Combined with our city’s already-established capabilities in real estate development and artificial intelligence, Sidewalk Labs can be the propellant Toronto needs to become a world leader, if not the world leader, in this critical field, forming the development test bed where new technologies can be integrated and tested, and fuelling the most powerful cluster of urban-tech firms and startups on the planet.

This is why I have supported Sidewalk Labs from the get-go. I have known and respected the company’s chief executive officer Dan Doctoroff and key members of his team for more than a decade, since they were part of mayor Michael Bloomberg’s administration in New York. Early on, I urged them to consider Toronto as a location for this transformative project. (I have not worked for Sidewalk Labs directly, although I contributed research and data on Toronto’s urban-tech scene for a leading economic consulting firm which did work for Sidewalk Labs.)

Urban-tech investment totalled more than US$75-billion worldwide over the three-year period 2016-18, according to data compiled by Patrick Adler, my colleague at the University of Toronto’s School of Cities. This amounts to nearly a fifth of all global venture-capital investment. Toronto ranks among the world’s top 20 cities for urban-tech investment, behind global leaders such as San Francisco, New York, Beijing, Bengaluru, Los Angeles and London. However, it ranks third globally in the real estate or “prop-tech” sector, trailing only San Francisco and New York.

Sidewalk Labs would dramatically boost Toronto’s capabilities in this rapidly growing new industry. The plan calls explicitly for the creation of a significant “urban innovation cluster” on Villiers Island. The cluster would be anchored by a new Canadian headquarters for Google, a new venture-investment fund and a new Urban Innovation Institute to fund cutting-edge research and amass the world’s best talent in Toronto. This would give Toronto a significant leg up on this urban-innovation sector, which the plan estimates to be worth more than US$2-trillion in economic activity by 2025. All told, the plan projects the initiative will catalyze 93,000 jobs, $14-billion in annual economic output and more than $4-billion in annual tax revenue by 2040.

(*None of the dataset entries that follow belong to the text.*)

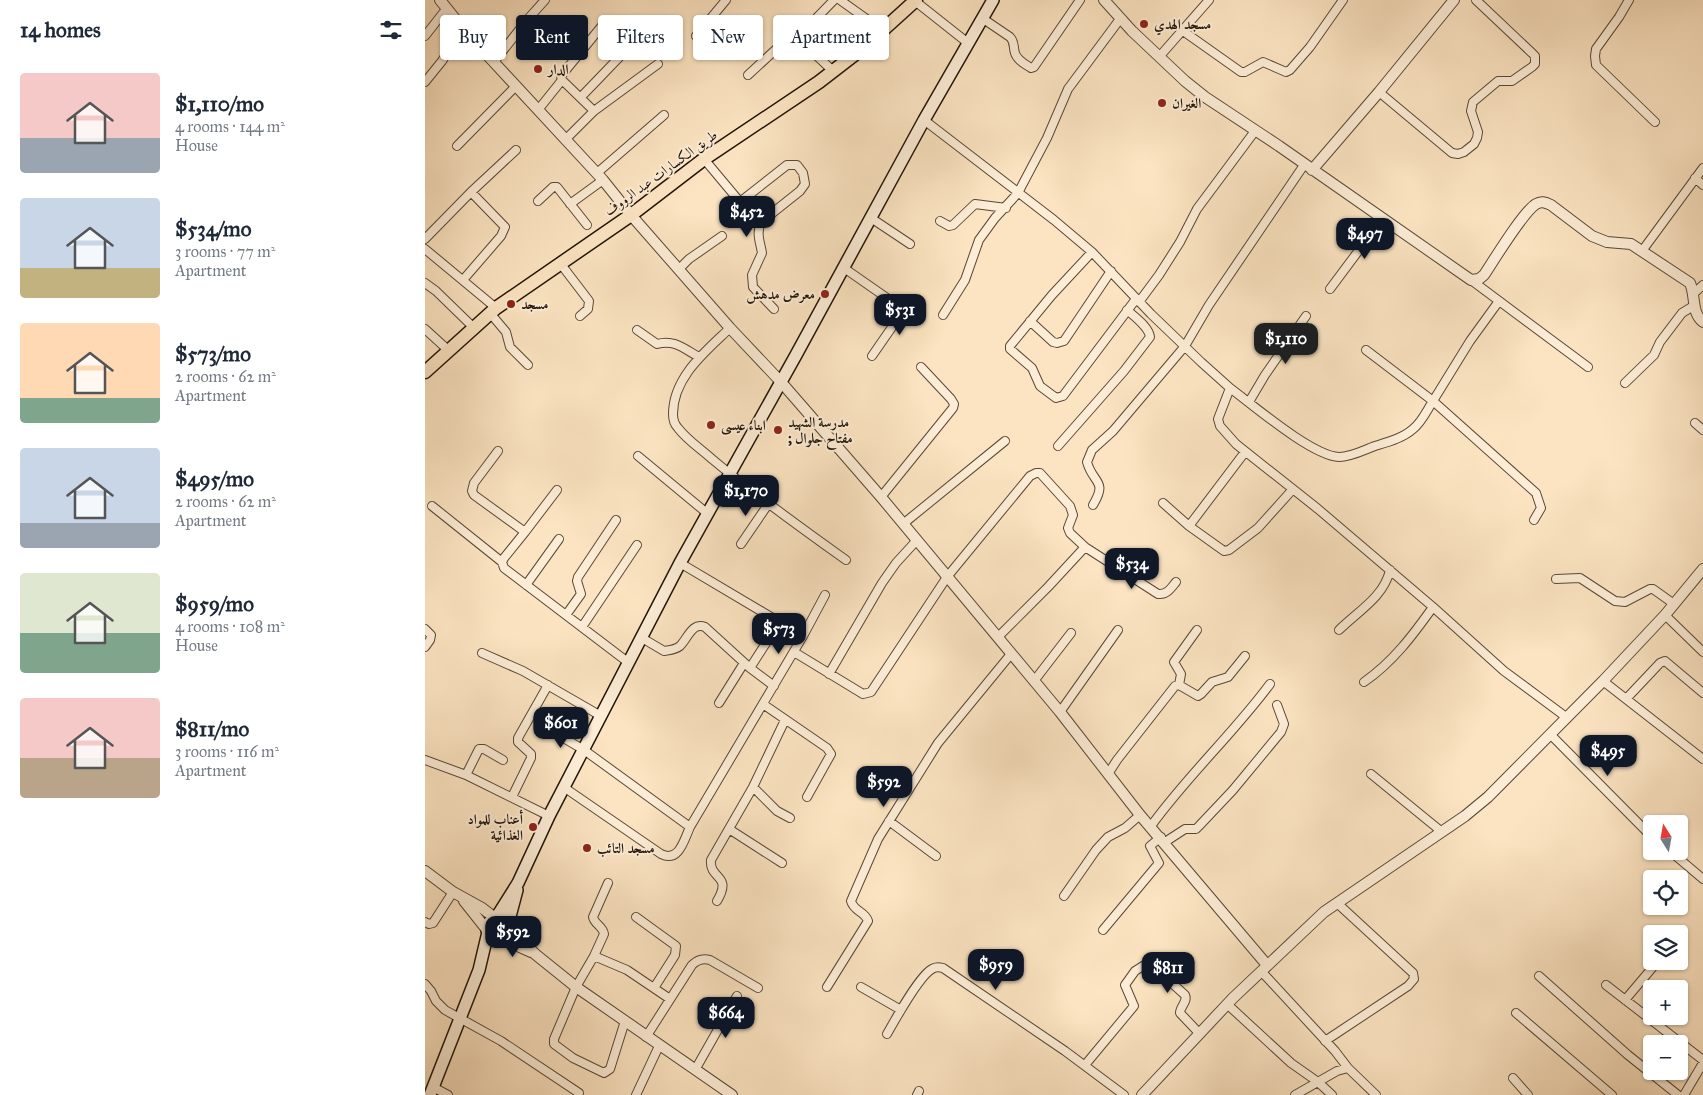 <!DOCTYPE html>
<html lang="en">
<head>
<meta charset="utf-8">
<style>
  :root { --surface:#fff; --page:#f2f2f3; --text:#1f2937; --muted:#747a83; --accent:#111827 }
  body { margin:0; font-family:"IM FELL Great Primer",Amiri,serif; background:var(--page); color:var(--text); height:100vh; display:flex; flex-direction:column; font-size:19px; white-space:nowrap }
  * { box-sizing:border-box; margin:0 }
  p { font-size:16px; color:var(--muted) }
  .icon { flex:none; width:28px; height:28px; fill:none; stroke:currentColor; stroke-width:2; stroke-linecap:round; stroke-linejoin:round }
  .map { position:relative; flex:1; overflow:hidden }
  .panel { display:flex; flex-direction:column; background:var(--surface); width:425px }
  .panel>* { flex:none }
  .banner { position:absolute; left:15px; top:15px; width:475px; height:45px; display:flex; gap:10px }
  .needle { width:32px; rotate:349deg }
  .tools { position:absolute; left:1218px; top:815px; display:grid; gap:10px }
  .tools a { display:grid; place-items:center; width:45px; height:45px; border-radius:5px; background:var(--surface); box-shadow:0 1px 4px #0004; font-size:25px }
  .price { position:absolute; translate:-50% -42px; padding:0 11px; border-radius:10px; background:var(--accent); color:#fff; font-size:16px; line-height:32px; filter:drop-shadow(0 1px 2px #0008) }
  .price::after { content:''; position:absolute; left:50%; top:30px; width:15px; height:11px; margin-left:-8px; background:inherit; clip-path:polygon(0 0,100% 0,50% 100%) }
  .price.active { background:#222; color:#fff }
  ul { padding:0; list-style:none }
  li { display:flex; align-items:center; gap:15px; height:125px; padding:0 20px }
  li span { display:grid; place-items:center; flex:none; width:140px; height:100px; border-radius:5px; color:#555 }
  li>.icon { margin-inline-start:auto }
  span .icon { width:60px; height:60px; fill:#fffc; stroke-width:1 }
  li b { font-size:21px }
  h2 { display:flex; justify-content:space-between; align-items:center; height:60px; padding:0 20px; font-size:21px }
  .pill { padding:0 18px; border-radius:5px; background:var(--surface); box-shadow:0 1px 4px #0004; font-size:18px; line-height:45px }
  .pill.active { background:var(--accent); color:#fff }
  main { display:flex; flex:1; min-height:0 }
  .map>svg:first-child { display:block }
  .lines { fill:none; stroke-linecap:round; stroke-linejoin:round }
  .minor-casing { stroke:#584836; stroke-width:10 }
  .tertiary-casing { stroke:#584836; stroke-width:12 }
  .secondary-casing { stroke:#211408; stroke-width:14 }
  .primary-casing { stroke:#211408; stroke-width:15 }
  .minor { stroke:#fdedd7; stroke-width:8 }
  .tertiary { stroke:#fdedd7; stroke-width:10 }
  .secondary { stroke:#fdedd7; stroke-width:11 }
  .primary { stroke:#fce4c2; stroke-width:12 }
  .poi-dot { fill:#8f2418; stroke:#fdedd7; stroke-width:2 }
  .labels { text-anchor:middle; dominant-baseline:central; stroke-width:4; stroke-linejoin:round; paint-order:stroke }
  .poi-label { font-size:14px; font-weight:bold; fill:#211408; stroke:#fdedd7; text-anchor:start }
  .street-label { font-size:14px; fill:#211408; stroke:#fdedd7 }
</style>
</head>
<body>
<main>
<section class="panel">
<h2>14 homes<svg class="icon" aria-label="filters" viewBox="0 0 24 24"><path d="M4 7h16M4 17h16"/><circle cx="9" cy="7" r="2"/><circle cx="15" cy="17" r="2"/></svg></h2>
<ul>
<li><span style="background:linear-gradient(#f6c9c9 65%,#9aa5b1 0)"><svg class="icon" aria-label="home" viewBox="0 0 24 24"><path d="M3 11l9-7 9 7M6 9v11h12V9"/></svg></span><div><b>$1,110/mo</b><p>4 rooms · 144 m²</p><p>House</p></div></li>
<li><span style="background:linear-gradient(#c9d6e8 70%,#c2b280 0)"><svg class="icon" aria-label="home" viewBox="0 0 24 24"><path d="M3 11l9-7 9 7M6 9v11h12V9"/></svg></span><div><b>$534/mo</b><p>3 rooms · 77 m²</p><p>Apartment</p></div></li>
<li><span style="background:linear-gradient(#ffd9b3 75%,#7fa58c 0)"><svg class="icon" aria-label="home" viewBox="0 0 24 24"><path d="M3 11l9-7 9 7M6 9v11h12V9"/></svg></span><div><b>$573/mo</b><p>2 rooms · 62 m²</p><p>Apartment</p></div></li>
<li><span style="background:linear-gradient(#c9d6e8 75%,#9aa5b1 0)"><svg class="icon" aria-label="home" viewBox="0 0 24 24"><path d="M3 11l9-7 9 7M6 9v11h12V9"/></svg></span><div><b>$495/mo</b><p>2 rooms · 62 m²</p><p>Apartment</p></div></li>
<li><span style="background:linear-gradient(#dfe7d0 60%,#7fa58c 0)"><svg class="icon" aria-label="home" viewBox="0 0 24 24"><path d="M3 11l9-7 9 7M6 9v11h12V9"/></svg></span><div><b>$959/mo</b><p>4 rooms · 108 m²</p><p>House</p></div></li>
<li><span style="background:linear-gradient(#f6c9c9 60%,#b9a48a 0)"><svg class="icon" aria-label="home" viewBox="0 0 24 24"><path d="M3 11l9-7 9 7M6 9v11h12V9"/></svg></span><div><b>$811/mo</b><p>3 rooms · 116 m²</p><p>Apartment</p></div></li>
</ul>
</section>
<div class="map">
<svg width="1278" height="1095" viewBox="0 0 1278 1095">
  <rect width="100%" height="100%" fill="#fce4c2"/>
  <filter id="stains"><feTurbulence type="fractalNoise" baseFrequency=".004" numOctaves="4"/><feColorMatrix values="0 0 0 0 .2 0 0 0 0 .09 0 0 0 0 .02 0 0 0 .5 -.17"/></filter>
  <radialGradient id="worn" r=".72"><stop offset=".6" stop-color="#630" stop-opacity="0"/><stop offset="1" stop-color="#630" stop-opacity=".3"/></radialGradient>
  <g class="lines">
    <g class="minor-casing">
      <path id="minor" d="M415 0 457 30
        M1204 0 1194 17 1171 49 1170 56 1171 65 1230 122
        M490 1 543 43
        M557 18 585 37C590 42 588 47 590 53 592 60 600 64 606 68L609 67 655 0
        M758 31 816 72H820L838 62 861 72 865 70 885 47 918 0
        M0 36 22 8
        M271 36 301 0
        M371 39 409 0
        M734 57 784 0
        M69 62 102 20 120 0
        M323 75 361 40 366 37 376 41 408 71
        M0 82 17 61 38 28
        M954 92 1027 153 1033 154 1039 152 1049 144 1052 138 1053 132 1046 111 1048 102 1073 81H1087L1107 67 1110 64V56L1107 53 1051 0
        M156 97 208 43
        M113 110 137 80
        M169 111 137 80 136 76 176 27
        M499 120 629 220 667 252 726 314 776 362 805 388 793 419 795 426 811 444 893 509 1008 607 1079 671 1141 717
        M141 139 169 111 233 64
        M32 146 91 86
        M279 159 315 202 336 222C331 234 335 241 337 253L327 275 328 287 349 309
        M172 173 239 115
        M1270 178 1278 185
        M113 201 128 187H132L162 225
        M315 202 362 165H372L378 173 380 184 375 191 336 222
        M145 204 178 180
        M446 218 485 244
        M515 221 524 226 528 225 550 204 581 208
        M0 239 46 192 91 150
        M0 249 71 308
        M1217 251 1278 168
        M667 252 627 295 585 346V349L607 368 615 386 631 398 638 396 711 299
        M135 263 164 301 163 309 155 316
        M419 268 472 305 476 313 474 317 447 356
        M254 269 264 259 297 236
        M38 280 76 236 80 227 46 192
        M1046 280 1163 367
        M0 283 11 291 48 327
        M905 289 958 218
        M1268 294 1278 285
        M1074 301 1045 341 1008 401 1111 493 1116 508 1109 520
        M714 302 734 275 755 242 772 209 830 131
        M65 313 81 332 85 347 103 365
        M518 315 540 280 554 240 570 218 593 193 622 138 643 89 695 19
        M605 321 628 342 632 343 639 341 686 271
        M305 328C281 351 248 377 248 414 248 419 250 425 253 428 262 440 276 449 287 459 330 495 376 528 421 560
        M0 329 23 350
        M212 330 232 344C250 339 259 349 274 357
        M1200 383 1229 355 1235 342 1257 313 1270 305
        M805 388C828 405 887 456 914 457 926 457 939 450 950 446 963 442 978 438 988 429 997 422 1002 410 1008 401L941 350
        M824 402 840 375 881 316
        M1270 423 1278 430
        M633 446 699 371 725 337C724 327 710 317 702 310
        M73 451 49 483 47 491 49 495 100 532 79 558 77 562 79 568 204 663
        M213 456 283 514
        M456 497 528 408 529 404 526 399 496 367
        M738 503 764 526 799 551 804 550 833 528 868 489
        M668 505C683 480 668 484 662 462L667 450 688 431 760 346 784 305 879 165
        M7 506 77 562
        M478 524 580 441
        M764 526 820 452
        M100 532 132 490
        M316 544 344 503
        M255 563 378 636 400 595
        M1131 579 1155 578 1190 601 1200 602 1225 589H1228L1249 604
        M101 585 134 539
        M141 615 156 594 152 581 153 577 191 520
        M1240 615 1278 652
        M157 627 212 545
        M0 629 6 635 5 640 0 647
        M914 630C932 612 959 597 965 570
        M573 637 623 587 660 547
        M217 638 239 651C245 650 250 650 255 646 263 638 267 622 280 627L325 668 349 686
        M369 652 438 694 446 692 522 577 605 476 611 473H615L645 506 648 515 643 528 645 533 660 547 733 594C742 595 746 588 751 582
        M57 653 98 671 176 716
        M325 668 355 621
        M404 674 457 583 471 563 492 540
        M609 681 646 633
        M1178 681 1278 759
        M939 682C968 662 988 635 1008 607
        M754 685 756 674 749 662 772 630
        M1201 699 1235 663 1240 661 1278 693
        M294 703 319 663
        M338 704 402 748 406 754 382 797
        M635 712 693 630
        M125 730 159 750 265 827
        M1125 734 1226 836
        M0 760 41 775 124 816
        M683 774 692 760 750 686 754 685 773 696 776 694 787 682 803 677 820 656
        M946 774 1017 832
        M41 775 54 749H59L78 760
        M328 787 352 811 365 818
        M140 788 236 854C254 863 259 840 265 827L378 636
        M87 797 106 758V754L93 742V738L123 685
        M464 821 511 856
        M726 826C762 776 808 734 845 684
        M304 829 357 863
        M740 842 760 829H771L774 826 808 790 856 732 859 724 852 705
        M1245 851 1278 879
        M183 883 168 917C169 924 178 926 179 934L169 956 151 987 129 1039V1044L148 1058 179 1073 185 1069 200 1021
        M639 896 671 850 683 837 700 828 715 815
        M292 901C308 874 284 880 286 860L328 787 360 720
        M211 917 251 946 250 955 229 988
        M0 922 4 924 8 923 28 892
        M678 930 734 863 725 846 736 837
        M169 956 202 970 245 999
        M836 971 910 1051 923 1068
        M1114 976 1203 1055 1253 1095
        M0 984 6 991 11 1001 20 1010 76 1041 154 1093
        M1181 985 1278 1060
        M402 987 443 921C440 911 429 912 426 901L453 839 513 743 586 654
        M436 987 476 1010
        M1200 1000 1233 961
        M802 1004 866 1063 893 1082 907 1095
        M1091 1013 1187 1095
        M462 1034C470 1020 494 976 507 969 510 967 514 967 518 968L640 1051 699 1095
        M221 1037 267 965C272 960 278 958 285 960L333 988
        M900 1041 983 986 989 979 988 973 912 903
        M660 1065 709 1006 700 985 710 971 721 964 728 966 760 995C763 1002 755 1006 755 1013L774 1033
        M270 1070 312 996
        M1088 1078 1103 1095
        M8 1087 23 1095
        M211 1095 234 1046
        M492 1095 494 1091
        M870 1095 912 1071 923 1068 951 1095
        M1259 1095 1278 1063"/>
    </g>
    <g class="tertiary-casing">
      <path id="tertiary" d="M15 0 40 31 178 180 206 215 305 328 356 382 456 497 635 712 715 815 842 965
        M679 0 707 31 760 81 780 97 854 146 1046 280 1054 279 1059 275C1069 260 1098 212 1111 204 1116 201 1120 202 1126 205L1167 236 1182 242 1206 244 1265 283C1271 297 1266 312 1278 322
        M887 170 954 92 1029 0
        M0 871 28 892 57 908 70 918
        M39 901 62 930
        M84 927 110 954 151 987 307 1095
        M77 939 106 952
        M717 1095 808 998 899 912 1040 816 1063 797 1178 681 1240 615 1278 569"/>
    </g>
    <g class="secondary-casing">
      <path id="secondary" d="M71 918 93 883 124 816 255 563 371 355 499 120 568 0
        M62 929a11 11 0 1 1 22 0a11 11 0 1 1-22 0Z
        M83 924 92 890
        M5 1095 54 970 63 932"/>
    </g>
    <g class="primary-casing">
      <path id="primary" d="M0 372 71 308 206 215 279 159 394 82 438 48 491 0"/>
    </g>
    <use href="#minor" class="minor"/>
    <use href="#tertiary" class="tertiary"/>
    <use href="#secondary" class="secondary"/>
    <use href="#primary" class="primary"/>
  </g>
  <g class="poi-dot">
    <circle cx="719" cy="24" r="5"/>
    <circle cx="113" cy="69" r="5"/>
    <circle cx="737" cy="103" r="5"/>
    <circle cx="400" cy="294" r="5"/>
    <circle cx="86" cy="304" r="5"/>
    <circle cx="286" cy="425" r="5"/>
    <circle cx="353" cy="430" r="5"/>
    <circle cx="108" cy="827" r="5"/>
    <circle cx="162" cy="848" r="5"/>
  </g>
  <g class="labels">
    <g class="poi-label">
      <text x="729" y="24">مسجد الهدي</text>
      <text x="123" y="69">الدار</text>
      <text x="747" y="103">الغيران</text>
      <text x="390" y="294" text-anchor="end">معرض مدهش</text>
      <text x="96" y="304">مسجد</text>
      <text x="363" y="422">مدرسة الشهيد<tspan x="363" dy="16">; مفتاح جلوال</tspan></text>
      <text x="296" y="425">ابناء عيسى</text>
      <text x="98" y="819" text-anchor="end">أعناب للمواد<tspan x="98" dy="16">الغذائية</tspan></text>
      <text x="172" y="848">مسجد التائب</text>
    </g>
    <g class="street-label">
      <text transform="translate(236 173) rotate(-36)">طريق الكسارات عبد الرووف</text>
    </g>
  </g>
  <rect width="100%" height="100%" filter="url(#stains)"/>
  <rect width="100%" height="100%" fill="url(#worn)"/>
</svg>
<div class="tools">
<a><svg class="needle" viewBox="-14 -14 28 28"><path d="M0-13l5 13h-10z" fill="#e53935"/><path d="M0 13l5-13h-10z" fill="#747a83"/></svg></a>
<a><svg class="icon" aria-label="locate" viewBox="0 0 24 24"><circle cx="12" cy="12" r="6"/><path d="M12 2v4M12 18v4M2 12h4M18 12h4"/></svg></a>
<a><svg class="icon" aria-label="layers" viewBox="0 0 24 24"><path d="M12 4l9 5-9 5-9-5zM3 14l9 5 9-5"/></svg></a>
<a>+</a>
<a>−</a>
</div>
<b class="price" style="left:322px;top:238px">$452</b>
<b class="price" style="left:940px;top:260px">$497</b>
<b class="price" style="left:475px;top:336px">$531</b>
<b class="price active" style="left:861px;top:365px">$1,110</b>
<b class="price" style="left:321px;top:517px">$1,170</b>
<b class="price" style="left:707px;top:590px">$534</b>
<b class="price" style="left:354px;top:655px">$573</b>
<b class="price" style="left:136px;top:749px">$601</b>
<b class="price" style="left:1183px;top:777px">$495</b>
<b class="price" style="left:459px;top:808px">$592</b>
<b class="price" style="left:88px;top:958px">$592</b>
<b class="price" style="left:571px;top:991px">$959</b>
<b class="price" style="left:743px;top:994px">$811</b>
<b class="price" style="left:301px;top:1039px">$664</b>
<div class="banner">
<a class="pill">Buy</a>
<a class="pill active">Rent</a>
<a class="pill">Filters</a>
<a class="pill">New</a>
<a class="pill">Apartment</a>
</div>
</div>
</main>
</body>
</html>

Toronto has many of the key assets needed to compete in this burgeoning field: leading-edge university research in computer science, artificial intelligence and urban innovation; openness to top talent from across the world; and a world-class set of related industries, especially in real estate development. All that is missing is a leading-edge anchor company that can serve as the hub for the broader cluster of talent, other startups and leading companies.

Sidewalk Labs can be that company. It amounts to a once-in-a-lifetime opportunity to catalyze our leadership in this field. If Sidewalk Labs were to leave Toronto, what else here could replace it?

In urban development, as in life, nothing is ever truly assured. There are likely to be plenty of bumps along the way. Continuing concerns about privacy and the future and democratic governance of our waterfront are paramount and must be effectively addressed.

But that should not cloud the fact that Sidewalk Labs represents a key element in vaulting our city and the region to a position of world leadership in one of the 21st century’s most important high-tech industries.